Requirement: The full set of records must be set down verbatim.

————————

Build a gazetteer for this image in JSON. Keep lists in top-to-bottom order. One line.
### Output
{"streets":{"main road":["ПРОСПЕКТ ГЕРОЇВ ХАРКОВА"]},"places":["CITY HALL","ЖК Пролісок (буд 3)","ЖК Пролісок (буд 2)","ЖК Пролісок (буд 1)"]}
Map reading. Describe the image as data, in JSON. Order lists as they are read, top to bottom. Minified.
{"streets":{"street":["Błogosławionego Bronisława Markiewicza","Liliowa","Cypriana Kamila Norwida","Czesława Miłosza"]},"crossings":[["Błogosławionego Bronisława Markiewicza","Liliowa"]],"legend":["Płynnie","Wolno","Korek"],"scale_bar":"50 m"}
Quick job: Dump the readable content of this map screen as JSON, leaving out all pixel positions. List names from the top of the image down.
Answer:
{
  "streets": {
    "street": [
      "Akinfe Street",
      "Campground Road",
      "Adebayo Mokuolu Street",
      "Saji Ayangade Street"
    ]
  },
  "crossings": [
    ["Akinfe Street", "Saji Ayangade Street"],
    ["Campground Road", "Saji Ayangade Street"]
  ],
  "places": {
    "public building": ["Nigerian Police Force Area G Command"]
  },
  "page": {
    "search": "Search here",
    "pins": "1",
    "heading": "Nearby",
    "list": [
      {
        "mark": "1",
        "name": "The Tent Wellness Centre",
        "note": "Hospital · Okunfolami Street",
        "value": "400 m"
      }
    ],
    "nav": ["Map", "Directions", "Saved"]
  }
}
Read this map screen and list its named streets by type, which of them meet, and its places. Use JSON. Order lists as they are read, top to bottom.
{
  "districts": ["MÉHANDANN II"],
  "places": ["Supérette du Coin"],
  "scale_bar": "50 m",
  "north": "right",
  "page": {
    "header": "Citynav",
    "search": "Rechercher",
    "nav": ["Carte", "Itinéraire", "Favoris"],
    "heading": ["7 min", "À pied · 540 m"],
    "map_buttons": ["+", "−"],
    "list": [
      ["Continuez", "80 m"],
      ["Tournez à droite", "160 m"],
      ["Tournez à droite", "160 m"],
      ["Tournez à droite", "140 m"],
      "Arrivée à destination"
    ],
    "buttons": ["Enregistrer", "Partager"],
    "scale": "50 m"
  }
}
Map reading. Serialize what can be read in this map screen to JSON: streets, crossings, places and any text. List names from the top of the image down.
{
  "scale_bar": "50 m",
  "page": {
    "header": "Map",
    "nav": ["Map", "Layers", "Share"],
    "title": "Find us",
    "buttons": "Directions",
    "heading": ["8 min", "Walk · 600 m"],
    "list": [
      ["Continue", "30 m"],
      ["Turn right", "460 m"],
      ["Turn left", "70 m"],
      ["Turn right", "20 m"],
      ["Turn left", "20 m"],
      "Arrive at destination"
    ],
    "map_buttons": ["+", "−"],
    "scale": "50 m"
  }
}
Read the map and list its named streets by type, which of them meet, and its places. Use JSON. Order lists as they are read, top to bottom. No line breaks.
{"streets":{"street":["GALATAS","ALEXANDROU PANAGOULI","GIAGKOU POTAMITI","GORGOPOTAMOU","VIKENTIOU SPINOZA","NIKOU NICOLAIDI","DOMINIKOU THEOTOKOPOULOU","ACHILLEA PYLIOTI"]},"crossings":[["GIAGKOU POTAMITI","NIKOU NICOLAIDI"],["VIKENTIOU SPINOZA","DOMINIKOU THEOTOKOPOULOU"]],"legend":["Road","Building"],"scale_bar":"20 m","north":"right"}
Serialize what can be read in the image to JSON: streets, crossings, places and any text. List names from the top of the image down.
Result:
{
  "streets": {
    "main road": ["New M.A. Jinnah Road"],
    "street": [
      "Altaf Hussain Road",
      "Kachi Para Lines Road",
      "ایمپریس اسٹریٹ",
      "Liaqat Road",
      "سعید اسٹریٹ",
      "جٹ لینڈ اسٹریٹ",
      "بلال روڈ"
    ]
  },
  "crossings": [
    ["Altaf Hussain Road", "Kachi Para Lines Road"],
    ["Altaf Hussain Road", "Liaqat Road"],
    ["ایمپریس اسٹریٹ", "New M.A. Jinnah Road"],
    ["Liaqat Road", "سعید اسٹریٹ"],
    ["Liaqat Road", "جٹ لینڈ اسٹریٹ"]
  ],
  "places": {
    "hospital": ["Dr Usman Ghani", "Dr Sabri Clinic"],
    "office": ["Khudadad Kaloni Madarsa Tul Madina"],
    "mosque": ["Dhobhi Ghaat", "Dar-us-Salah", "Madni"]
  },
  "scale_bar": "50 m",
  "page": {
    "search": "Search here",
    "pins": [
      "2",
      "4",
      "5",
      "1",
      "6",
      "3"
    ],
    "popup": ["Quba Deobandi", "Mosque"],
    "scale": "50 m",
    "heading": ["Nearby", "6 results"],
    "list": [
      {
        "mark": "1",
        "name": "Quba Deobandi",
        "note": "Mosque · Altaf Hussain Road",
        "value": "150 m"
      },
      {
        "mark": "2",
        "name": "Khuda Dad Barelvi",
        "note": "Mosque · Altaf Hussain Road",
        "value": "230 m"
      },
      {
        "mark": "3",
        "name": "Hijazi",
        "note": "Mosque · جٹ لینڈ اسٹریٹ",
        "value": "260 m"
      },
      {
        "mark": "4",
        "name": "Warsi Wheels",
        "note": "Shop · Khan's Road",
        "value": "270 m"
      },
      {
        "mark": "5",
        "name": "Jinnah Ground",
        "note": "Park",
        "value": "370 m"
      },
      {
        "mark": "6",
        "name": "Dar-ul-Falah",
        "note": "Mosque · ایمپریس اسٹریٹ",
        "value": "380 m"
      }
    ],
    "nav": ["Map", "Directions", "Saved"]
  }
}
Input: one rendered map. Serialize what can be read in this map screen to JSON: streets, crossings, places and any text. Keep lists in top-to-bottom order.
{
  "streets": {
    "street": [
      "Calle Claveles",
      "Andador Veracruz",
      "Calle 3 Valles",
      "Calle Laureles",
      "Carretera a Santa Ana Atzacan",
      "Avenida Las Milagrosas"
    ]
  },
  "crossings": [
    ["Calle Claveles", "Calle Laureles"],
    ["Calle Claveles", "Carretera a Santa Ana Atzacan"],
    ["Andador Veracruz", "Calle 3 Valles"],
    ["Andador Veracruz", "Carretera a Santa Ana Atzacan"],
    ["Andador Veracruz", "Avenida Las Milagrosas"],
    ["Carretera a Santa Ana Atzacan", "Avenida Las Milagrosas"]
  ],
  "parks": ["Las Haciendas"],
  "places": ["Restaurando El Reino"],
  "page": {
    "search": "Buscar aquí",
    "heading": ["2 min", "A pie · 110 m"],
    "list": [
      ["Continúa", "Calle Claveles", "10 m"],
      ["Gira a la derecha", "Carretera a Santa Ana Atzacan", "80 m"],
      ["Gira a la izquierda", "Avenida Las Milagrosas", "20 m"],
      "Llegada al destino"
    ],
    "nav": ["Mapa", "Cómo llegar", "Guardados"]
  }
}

————————

Answer section:
Build a gazetteer for this image in JSON. Keep lists in top-to-bottom order. One line.
### Output
{"streets":{"main road":["ПРОСПЕКТ ГЕРОЇВ ХАРКОВА"]},"places":["CITY HALL","ЖК Пролісок (буд 3)","ЖК Пролісок (буд 2)","ЖК Пролісок (буд 1)"]}
Map reading. Describe the image as data, in JSON. Order lists as they are read, top to bottom. Minified.
{"streets":{"street":["Błogosławionego Bronisława Markiewicza","Liliowa","Cypriana Kamila Norwida","Czesława Miłosza"]},"crossings":[["Błogosławionego Bronisława Markiewicza","Liliowa"]],"legend":["Płynnie","Wolno","Korek"],"scale_bar":"50 m"}
Quick job: Dump the readable content of this map screen as JSON, leaving out all pixel positions. List names from the top of the image down.
Answer:
{
  "streets": {
    "street": [
      "Akinfe Street",
      "Campground Road",
      "Adebayo Mokuolu Street",
      "Saji Ayangade Street"
    ]
  },
  "crossings": [
    ["Akinfe Street", "Saji Ayangade Street"],
    ["Campground Road", "Saji Ayangade Street"]
  ],
  "places": {
    "public building": ["Nigerian Police Force Area G Command"]
  },
  "page": {
    "search": "Search here",
    "pins": "1",
    "heading": "Nearby",
    "list": [
      {
        "mark": "1",
        "name": "The Tent Wellness Centre",
        "note": "Hospital · Okunfolami Street",
        "value": "400 m"
      }
    ],
    "nav": ["Map", "Directions", "Saved"]
  }
}
Read this map screen and list its named streets by type, which of them meet, and its places. Use JSON. Order lists as they are read, top to bottom.
{
  "districts": ["MÉHANDANN II"],
  "places": ["Supérette du Coin"],
  "scale_bar": "50 m",
  "north": "right",
  "page": {
    "header": "Citynav",
    "search": "Rechercher",
    "nav": ["Carte", "Itinéraire", "Favoris"],
    "heading": ["7 min", "À pied · 540 m"],
    "map_buttons": ["+", "−"],
    "list": [
      ["Continuez", "80 m"],
      ["Tournez à droite", "160 m"],
      ["Tournez à droite", "160 m"],
      ["Tournez à droite", "140 m"],
      "Arrivée à destination"
    ],
    "buttons": ["Enregistrer", "Partager"],
    "scale": "50 m"
  }
}
Map reading. Serialize what can be read in this map screen to JSON: streets, crossings, places and any text. List names from the top of the image down.
{
  "scale_bar": "50 m",
  "page": {
    "header": "Map",
    "nav": ["Map", "Layers", "Share"],
    "title": "Find us",
    "buttons": "Directions",
    "heading": ["8 min", "Walk · 600 m"],
    "list": [
      ["Continue", "30 m"],
      ["Turn right", "460 m"],
      ["Turn left", "70 m"],
      ["Turn right", "20 m"],
      ["Turn left", "20 m"],
      "Arrive at destination"
    ],
    "map_buttons": ["+", "−"],
    "scale": "50 m"
  }
}
Read the map and list its named streets by type, which of them meet, and its places. Use JSON. Order lists as they are read, top to bottom. No line breaks.
{"streets":{"street":["GALATAS","ALEXANDROU PANAGOULI","GIAGKOU POTAMITI","GORGOPOTAMOU","VIKENTIOU SPINOZA","NIKOU NICOLAIDI","DOMINIKOU THEOTOKOPOULOU","ACHILLEA PYLIOTI"]},"crossings":[["GIAGKOU POTAMITI","NIKOU NICOLAIDI"],["VIKENTIOU SPINOZA","DOMINIKOU THEOTOKOPOULOU"]],"legend":["Road","Building"],"scale_bar":"20 m","north":"right"}
Serialize what can be read in the image to JSON: streets, crossings, places and any text. List names from the top of the image down.
Result:
{
  "streets": {
    "main road": ["New M.A. Jinnah Road"],
    "street": [
      "Altaf Hussain Road",
      "Kachi Para Lines Road",
      "ایمپریس اسٹریٹ",
      "Liaqat Road",
      "سعید اسٹریٹ",
      "جٹ لینڈ اسٹریٹ",
      "بلال روڈ"
    ]
  },
  "crossings": [
    ["Altaf Hussain Road", "Kachi Para Lines Road"],
    ["Altaf Hussain Road", "Liaqat Road"],
    ["ایمپریس اسٹریٹ", "New M.A. Jinnah Road"],
    ["Liaqat Road", "سعید اسٹریٹ"],
    ["Liaqat Road", "جٹ لینڈ اسٹریٹ"]
  ],
  "places": {
    "hospital": ["Dr Usman Ghani", "Dr Sabri Clinic"],
    "office": ["Khudadad Kaloni Madarsa Tul Madina"],
    "mosque": ["Dhobhi Ghaat", "Dar-us-Salah", "Madni"]
  },
  "scale_bar": "50 m",
  "page": {
    "search": "Search here",
    "pins": [
      "2",
      "4",
      "5",
      "1",
      "6",
      "3"
    ],
    "popup": ["Quba Deobandi", "Mosque"],
    "scale": "50 m",
    "heading": ["Nearby", "6 results"],
    "list": [
      {
        "mark": "1",
        "name": "Quba Deobandi",
        "note": "Mosque · Altaf Hussain Road",
        "value": "150 m"
      },
      {
        "mark": "2",
        "name": "Khuda Dad Barelvi",
        "note": "Mosque · Altaf Hussain Road",
        "value": "230 m"
      },
      {
        "mark": "3",
        "name": "Hijazi",
        "note": "Mosque · جٹ لینڈ اسٹریٹ",
        "value": "260 m"
      },
      {
        "mark": "4",
        "name": "Warsi Wheels",
        "note": "Shop · Khan's Road",
        "value": "270 m"
      },
      {
        "mark": "5",
        "name": "Jinnah Ground",
        "note": "Park",
        "value": "370 m"
      },
      {
        "mark": "6",
        "name": "Dar-ul-Falah",
        "note": "Mosque · ایمپریس اسٹریٹ",
        "value": "380 m"
      }
    ],
    "nav": ["Map", "Directions", "Saved"]
  }
}
Input: one rendered map. Serialize what can be read in this map screen to JSON: streets, crossings, places and any text. Keep lists in top-to-bottom order.
{
  "streets": {
    "street": [
      "Calle Claveles",
      "Andador Veracruz",
      "Calle 3 Valles",
      "Calle Laureles",
      "Carretera a Santa Ana Atzacan",
      "Avenida Las Milagrosas"
    ]
  },
  "crossings": [
    ["Calle Claveles", "Calle Laureles"],
    ["Calle Claveles", "Carretera a Santa Ana Atzacan"],
    ["Andador Veracruz", "Calle 3 Valles"],
    ["Andador Veracruz", "Carretera a Santa Ana Atzacan"],
    ["Andador Veracruz", "Avenida Las Milagrosas"],
    ["Carretera a Santa Ana Atzacan", "Avenida Las Milagrosas"]
  ],
  "parks": ["Las Haciendas"],
  "places": ["Restaurando El Reino"],
  "page": {
    "search": "Buscar aquí",
    "heading": ["2 min", "A pie · 110 m"],
    "list": [
      ["Continúa", "Calle Claveles", "10 m"],
      ["Gira a la derecha", "Carretera a Santa Ana Atzacan", "80 m"],
      ["Gira a la izquierda", "Avenida Las Milagrosas", "20 m"],
      "Llegada al destino"
    ],
    "nav": ["Mapa", "Cómo llegar", "Guardados"]
  }
}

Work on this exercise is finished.